His family came in and told us of his passing and gave us some boxes of books as they did also to the library and hospice thrift stores. He was one of those people that I felt I didn't really know well, but had such a high regard for, that it made me have a week of questioning that sometimes happens after a death or loss.
Was he scared; am I doing enough with my life; will I outlive friends or lose friends; why is life unfair, etc? One of the things I thought about was how much he loved his books, all of which were pristine and well cared-for. I ended up spending the better part of the day in my personal library going through my books and just looking at and appreciating them.
His name was Joel Porter, and his passing will be a great loss to his family, the people of the community he touched, and by the Bookery family.
We often don't know the names of some of our customers, but we know their reading habits and identify them as such. As we have talked about Joel's passing over these past few weeks, he was Joel to some of us and to some he was, "you know, that really nice guy who bought so many poetry and spirituality books."
His obituary said that he was into golfing and the San Francisco Giants. But for us, we would like to have him remembered as one of our favorite customers, as a great lover of books, and an all around classy guy. He will be missed!
From Heather:
Years ago, when I worked at Rivendell Books in 1995, Joel Porter was a regular customer who often special ordered wonderful hard-to-find poetry books. Looking back now, I thank Joel for my introduction to the world of poetry. Little did I know then, that many years later I would go on to get a Master's Degree in literature. Every other week or so, he would entrust a beautiful slim little volume from his own collection to me, Gary Snyder or Mary Oliver, Pablo Neruda, Sharon Olds, sometimes noting which poems were his favorites. I'd bring them back and next time he came in he would ask me questions, wanting to know which I liked, how I felt about the words I'd read. I wish now I would have conversed more intelligently with him about what I was discovering there in those lovely pages, opening wide conversations about the spirit and abundance of poetry, but I remember saying mostly, "I really liked it."

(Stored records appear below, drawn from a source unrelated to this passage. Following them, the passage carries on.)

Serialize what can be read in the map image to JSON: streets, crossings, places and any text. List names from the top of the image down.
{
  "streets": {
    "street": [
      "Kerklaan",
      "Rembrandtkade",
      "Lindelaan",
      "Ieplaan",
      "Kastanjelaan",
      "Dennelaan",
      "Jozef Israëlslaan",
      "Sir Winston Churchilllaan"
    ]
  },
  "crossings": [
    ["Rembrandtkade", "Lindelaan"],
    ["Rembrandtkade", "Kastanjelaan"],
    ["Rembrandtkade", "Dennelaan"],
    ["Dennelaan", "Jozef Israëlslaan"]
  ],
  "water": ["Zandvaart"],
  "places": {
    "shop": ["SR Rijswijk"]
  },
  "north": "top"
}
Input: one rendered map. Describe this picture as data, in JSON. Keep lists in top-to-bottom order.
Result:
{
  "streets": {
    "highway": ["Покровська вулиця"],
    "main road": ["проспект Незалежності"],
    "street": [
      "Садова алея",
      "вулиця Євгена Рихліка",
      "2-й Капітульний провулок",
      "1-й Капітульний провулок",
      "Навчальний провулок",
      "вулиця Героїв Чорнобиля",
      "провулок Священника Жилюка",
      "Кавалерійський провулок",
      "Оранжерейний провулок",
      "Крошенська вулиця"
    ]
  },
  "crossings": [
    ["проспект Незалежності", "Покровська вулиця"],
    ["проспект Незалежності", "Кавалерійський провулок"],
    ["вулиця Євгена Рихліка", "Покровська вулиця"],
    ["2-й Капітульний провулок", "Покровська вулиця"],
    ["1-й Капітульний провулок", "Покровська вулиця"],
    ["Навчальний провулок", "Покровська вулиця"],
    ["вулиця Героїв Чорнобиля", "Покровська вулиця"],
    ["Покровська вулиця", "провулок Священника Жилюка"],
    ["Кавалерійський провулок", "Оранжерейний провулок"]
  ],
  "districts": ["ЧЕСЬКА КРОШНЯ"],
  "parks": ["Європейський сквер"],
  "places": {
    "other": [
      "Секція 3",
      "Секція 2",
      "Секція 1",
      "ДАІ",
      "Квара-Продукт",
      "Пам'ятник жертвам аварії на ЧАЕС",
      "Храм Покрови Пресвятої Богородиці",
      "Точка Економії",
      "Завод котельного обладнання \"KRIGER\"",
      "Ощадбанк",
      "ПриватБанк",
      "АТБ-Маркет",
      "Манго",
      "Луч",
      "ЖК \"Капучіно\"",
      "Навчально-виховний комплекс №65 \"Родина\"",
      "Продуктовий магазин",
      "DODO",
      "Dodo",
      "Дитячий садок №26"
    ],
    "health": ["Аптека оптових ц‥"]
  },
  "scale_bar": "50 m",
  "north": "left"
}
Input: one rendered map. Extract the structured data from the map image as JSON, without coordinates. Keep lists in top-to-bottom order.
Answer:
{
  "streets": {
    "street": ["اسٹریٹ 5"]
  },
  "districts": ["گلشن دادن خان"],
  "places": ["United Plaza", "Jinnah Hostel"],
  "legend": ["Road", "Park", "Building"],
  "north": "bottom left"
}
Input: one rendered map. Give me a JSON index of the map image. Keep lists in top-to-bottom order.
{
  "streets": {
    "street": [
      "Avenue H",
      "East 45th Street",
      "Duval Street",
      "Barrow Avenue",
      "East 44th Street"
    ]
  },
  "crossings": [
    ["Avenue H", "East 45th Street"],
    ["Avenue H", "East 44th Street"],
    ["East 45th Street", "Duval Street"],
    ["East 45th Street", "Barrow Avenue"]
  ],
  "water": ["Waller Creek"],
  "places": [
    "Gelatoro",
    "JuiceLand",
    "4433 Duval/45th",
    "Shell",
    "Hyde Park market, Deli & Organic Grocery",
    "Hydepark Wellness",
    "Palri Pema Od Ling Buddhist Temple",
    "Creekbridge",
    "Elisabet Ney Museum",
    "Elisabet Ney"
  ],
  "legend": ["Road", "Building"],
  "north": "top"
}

Still, I would never forget those worlds he introduced to me. In particular I remember books he lent me by Naomi Shihab Nye:
Red Suitcase,
Yellow Glove,
Hugging the Jukebox. Some of these are hard to find now. They are poetry full of real things, images and ideas that meant something, meant everything to me. Finding resilience and purpose in our existences, a yellow glove, a peach, a pulley, a flower. Reaching out for understanding with strangers and friends alike. He took back his books with a gentle smile; I like to think he knew he'd made a difference. He gave me a Japanese bookmark once with a Buddhist inscription. He was kind to me because he knew I loved to read.
Years later, working at the Bookery, I would see Joel from time to time, always with an interesting title in his hands. Always studying, searching, understanding. It made me happy to know that he was still a voracious reader and collector of beautiful books. I am so glad I knew him on this earth, which now feels his absence keenly.
“Kindness
Before you know what kindness really is
you must lose things,
feel the future dissolve in a moment
like salt in a weakened broth.
What you held in your hand,
what you counted and carefully saved,
all this must go so you know
how desolate the landscape can be
between the regions of kindness.
How you ride and ride
thinking the bus will never stop,
the passengers eating maize and chicken
will stare out the window forever.
Before you learn the tender gravity of kindness,
you must travel where the Indian in a white poncho
lies dead by the side of the road.
You must see how this could be you,
how he too was someone
who journeyed through the night with plans
and the simple breath that kept him alive.
Before you know kindness as the deepest thing
inside,
you must know sorrow as the other deepest thing.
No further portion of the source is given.